レーザープリンター使用で健康リスク?
オフィスや家庭で使われているレーザープリンターの動作に伴ってトナーの粒子がレーザープリンターの機種によって幅があるようだが健康リスクが懸念されるレベルで放出されるとのこと。
この研究は、オーストラリアのクイーンズランド工科大学のリディア・モラウスカ博士が実施したもので、対象のレーザープリンターには、キヤノン、Hewlett-Packard(HP)、リコー、東芝などのブランドで国際的に販売されている、米国やオーストラリアで人気の高いモデル62機種のレーザープリンタについて、トナー粒子の放出を調べたというもの。
モラウスカ氏は、論文の中で、特定のレーザープリンタは、トナーの細かな粒子を空中に放出し、人間がそれを肺に吸い込むと健康を害する恐れがあるとのこと。
実験で評価した一部の機種では、放出される粒子の割合が、たばこから出る粒子状物質の割合と同程度だったと報道されている。
テストしたレーザープリンターの中の半数程度は、全く浮遊微粒子が検出されなかったとのこと。
モラウスカ氏の報告によるとほとんどのプリンタが放出する粒子は、超微細であり、有害物質が肺の狭い気管にも容易に入り込んで「深刻な健康上の危険」をもたらす恐れがあるとのこと。

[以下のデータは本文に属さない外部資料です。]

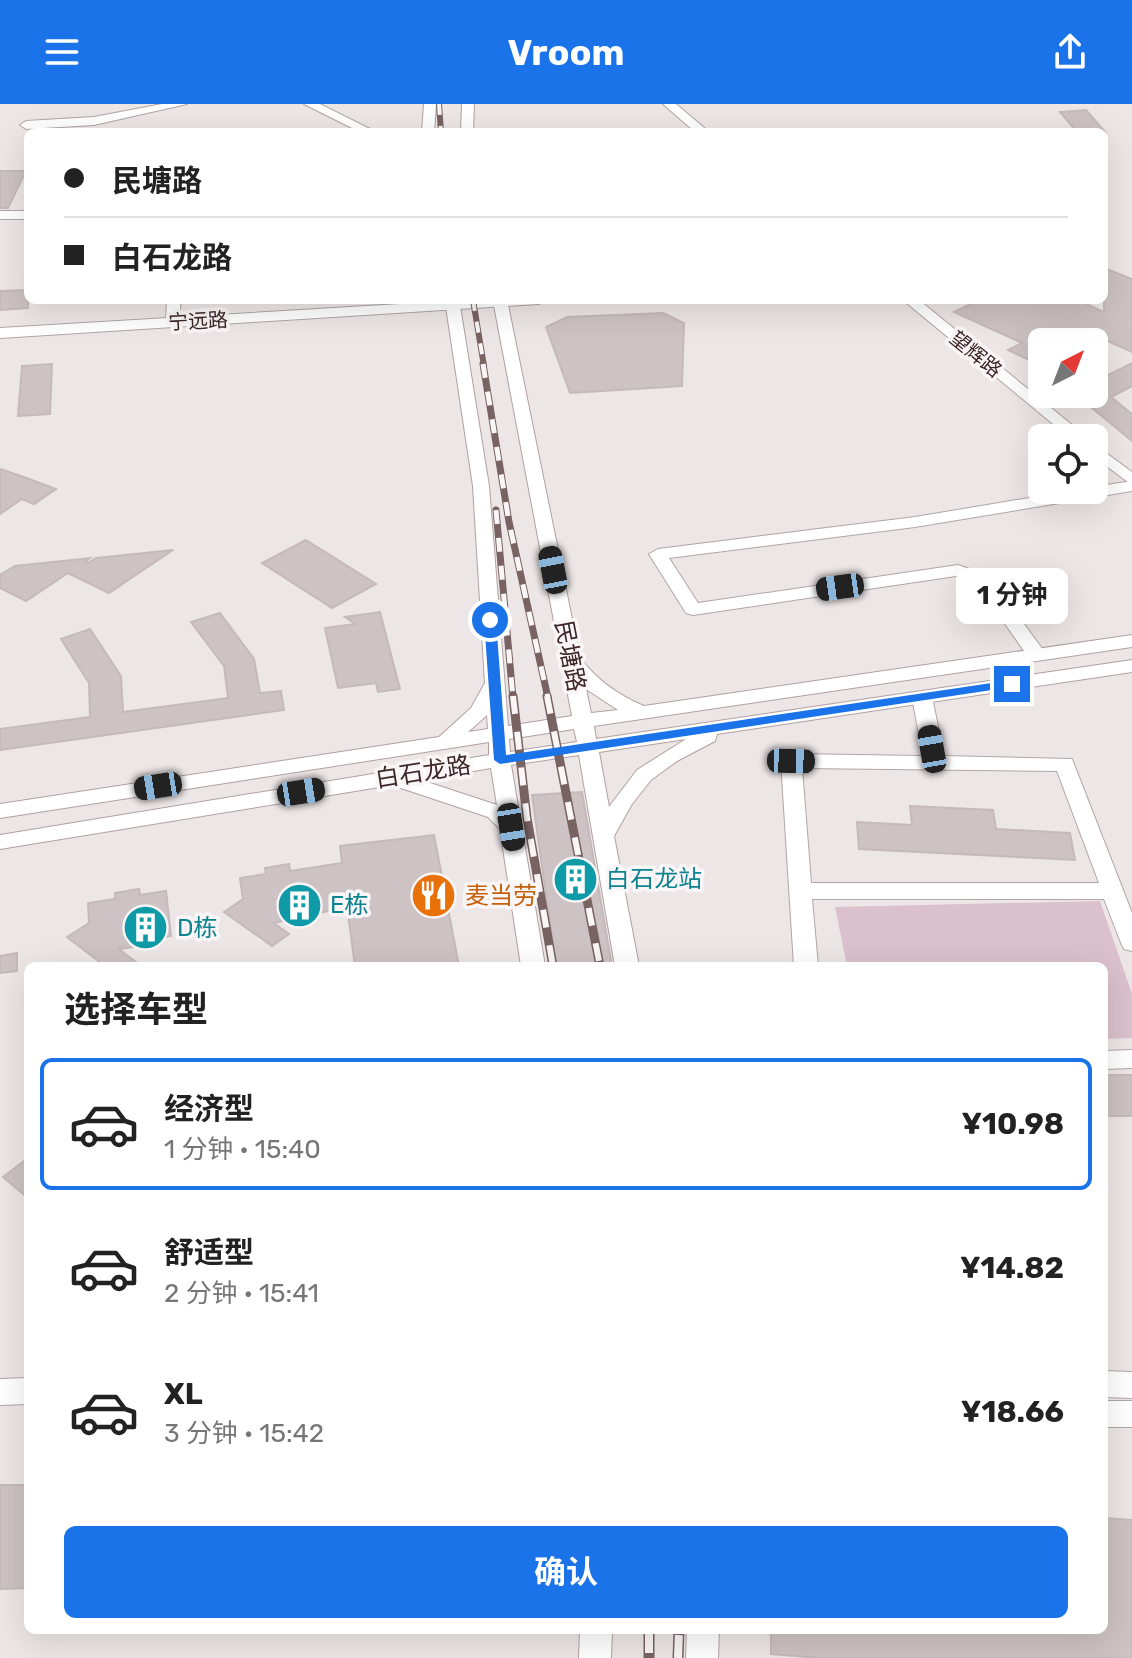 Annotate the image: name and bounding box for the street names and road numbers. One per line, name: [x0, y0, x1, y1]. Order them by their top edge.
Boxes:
street label: 宁远路: [167, 307, 229, 335]
street label: 望辉路: [945, 326, 1007, 382]
street label: 民塘路: [549, 618, 591, 694]
street label: 白石龙路: [373, 751, 473, 793] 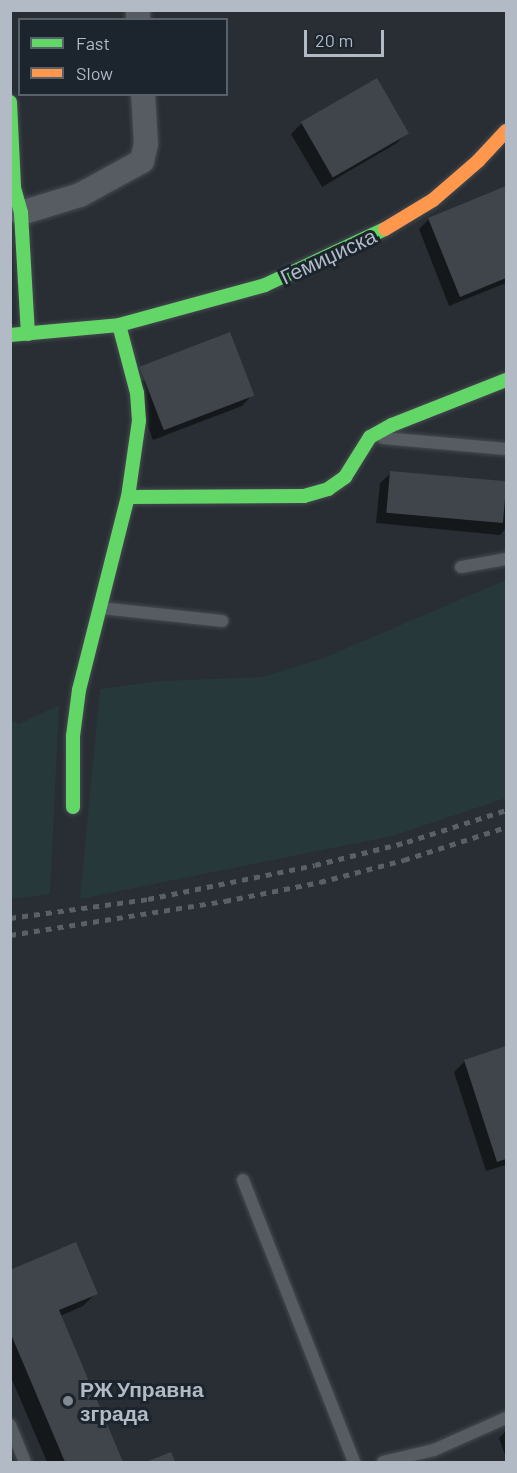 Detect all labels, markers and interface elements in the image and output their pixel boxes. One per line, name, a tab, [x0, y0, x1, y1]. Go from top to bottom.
legend	[18, 18, 228, 96]
scale bar	[307, 18, 386, 56]
text: 20 m	[315, 29, 353, 51]
text: Fast	[76, 32, 110, 54]
text: Slow	[76, 62, 113, 84]
street label: Гемиџиска	[276, 223, 380, 289]
place label: РЖ Управна зграда	[80, 1376, 204, 1426]
marker: РЖ Управна зграда	[61, 1394, 75, 1408] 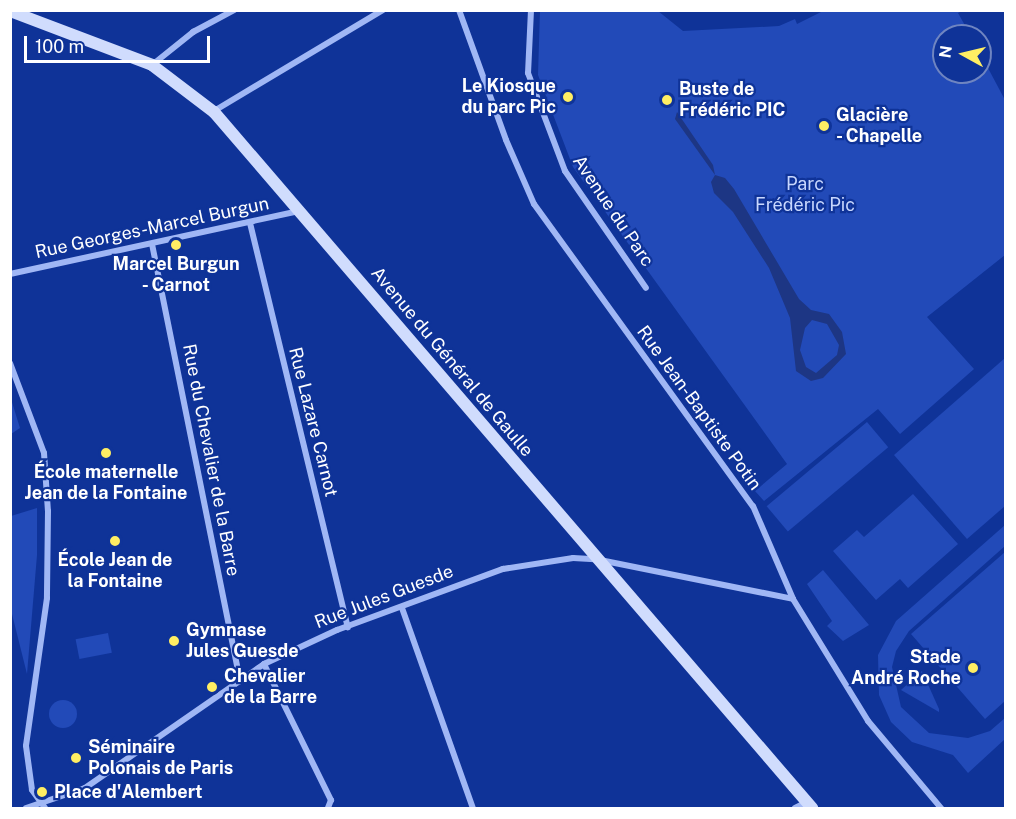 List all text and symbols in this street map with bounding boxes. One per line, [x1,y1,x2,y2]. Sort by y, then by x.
scale bar [27,24,213,62]
north arrow [932,24,992,84]
text: 100 m [35,36,84,57]
text: N [935,44,956,59]
place label: Le Kiosque du parc Pic [462,76,556,118]
place label: Buste de Frédéric PIC [679,79,785,122]
marker: Le Kiosque du parc Pic [561,90,575,104]
marker: Buste de Frédéric PIC [660,93,674,107]
place label: Glacière - Chapelle [836,105,924,148]
marker: Glacière - Chapelle [817,119,831,133]
street label: Avenue du Parc [568,151,658,271]
park label: Parc Frédéric Pic [755,174,855,216]
street label: Rue Georges-Marcel Burgun [33,193,271,263]
marker: Marcel Burgun - Carnot [169,238,183,252]
place label: Marcel Burgun - Carnot [112,254,240,296]
street label: Avenue du Général de Gaulle [366,263,538,461]
street label: Rue Jean-Baptiste Potin [632,321,766,495]
street label: Rue du Chevalier de la Barre [178,342,244,578]
street label: Rue Lazare Carnot [284,345,342,499]
marker: École maternelle Jean de la Fontaine [99,446,113,460]
place label: École maternelle Jean de la Fontaine [25,462,187,504]
marker: École Jean de la Fontaine [108,534,122,548]
place label: École Jean de la Fontaine [57,550,173,592]
street label: Rue Jules Guesde [311,561,457,633]
place label: Gymnase Jules Guesde [186,620,299,662]
marker: Gymnase Jules Guesde [167,634,181,648]
place label: Stade André Roche [851,647,961,690]
marker: Stade André Roche [966,661,980,675]
place label: Chevalier de la Barre [224,666,317,708]
marker: Chevalier de la Barre [205,680,219,694]
place label: Séminaire Polonais de Paris [88,737,233,780]
marker: Séminaire Polonais de Paris [69,751,83,765]
place label: Place d'Alembert [54,781,203,803]
marker: Place d'Alembert [35,785,49,799] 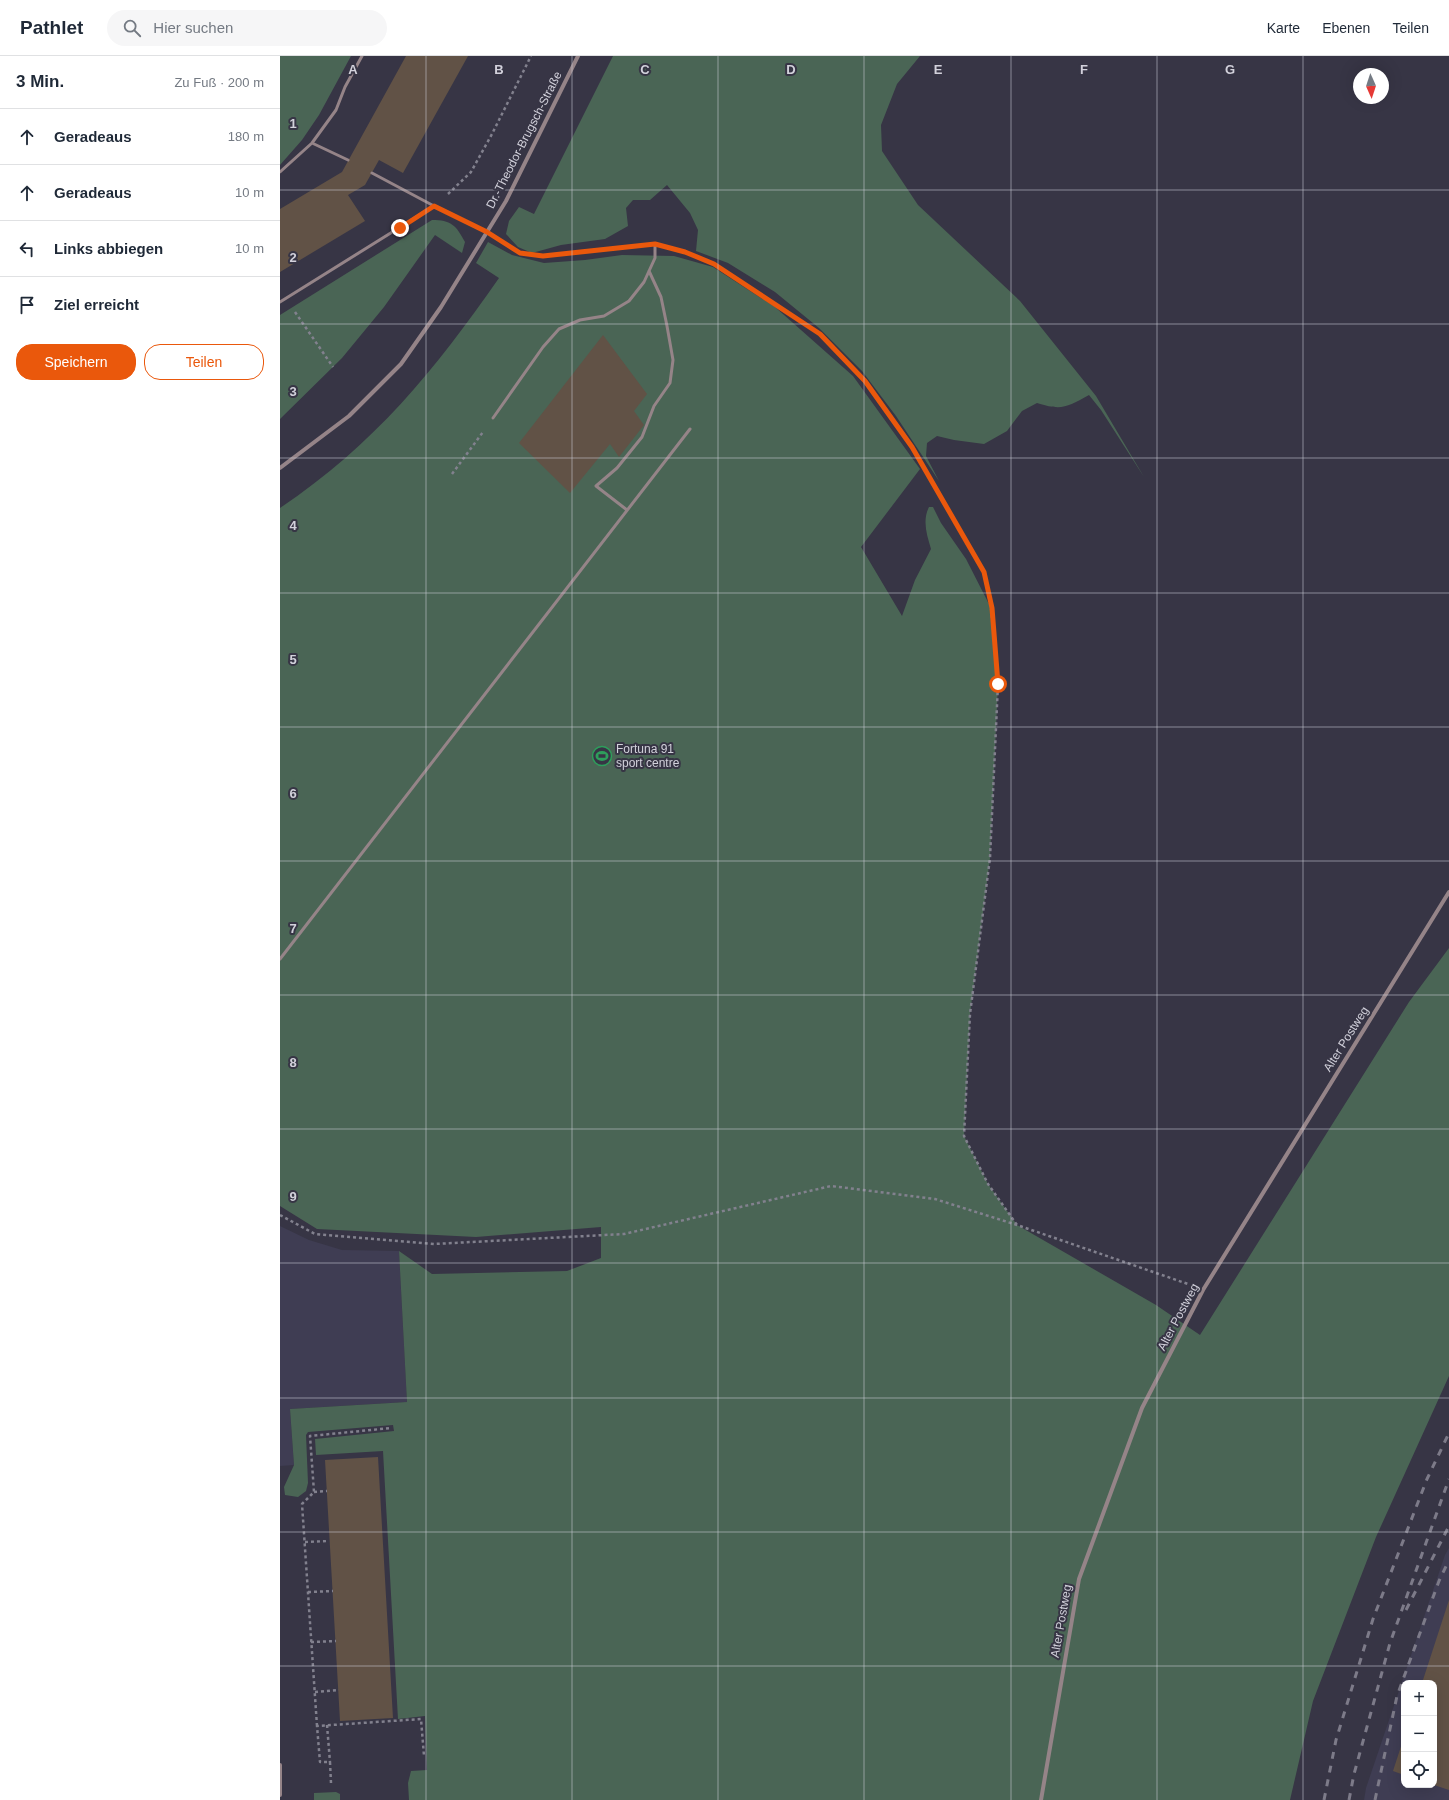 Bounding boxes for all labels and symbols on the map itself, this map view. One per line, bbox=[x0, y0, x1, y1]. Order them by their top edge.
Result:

また、プリンタ使用と共に作業中のオフィス内の粒子レベルは、使用前の5倍に増え、新しいトナーカートリッジを使っている場合と、特に、トナーが多く必要な画像を印刷するときに、粒子の放出が多くなることも示されたとのこと。
至極、妥当な結果であると思う。
レーザープリンターのトナー系材料は、カーボンブラックや酸化鉄などの磁性体とエチレン/プロピレン樹脂、無定型シリカなどの成分で人体に著しく有害かといえば、粒子径も肺で危険なダメージをもたらすアスベスト等と比較すると二桁程度小さいと推定され、その粒子の形状も危険な針状ではなく球状だと考えられるのでそれほど心配する必要がないようにも思われるが、何よりデータで実証していくことが大切だろう。
それよりも古いオフィスビルなどでダクトの空調システムで冷暖房をしているような場合に、ダクトが劣化して断熱材で用いられたガラスウールなどが途中で露出したりしている場合、送風によりガラス繊維が吹き出し口から空気中に浮遊しているといった事例が古い空調設備ではあるのではないかとこちらも心配な気がする。
これらについても点検が必要だろう。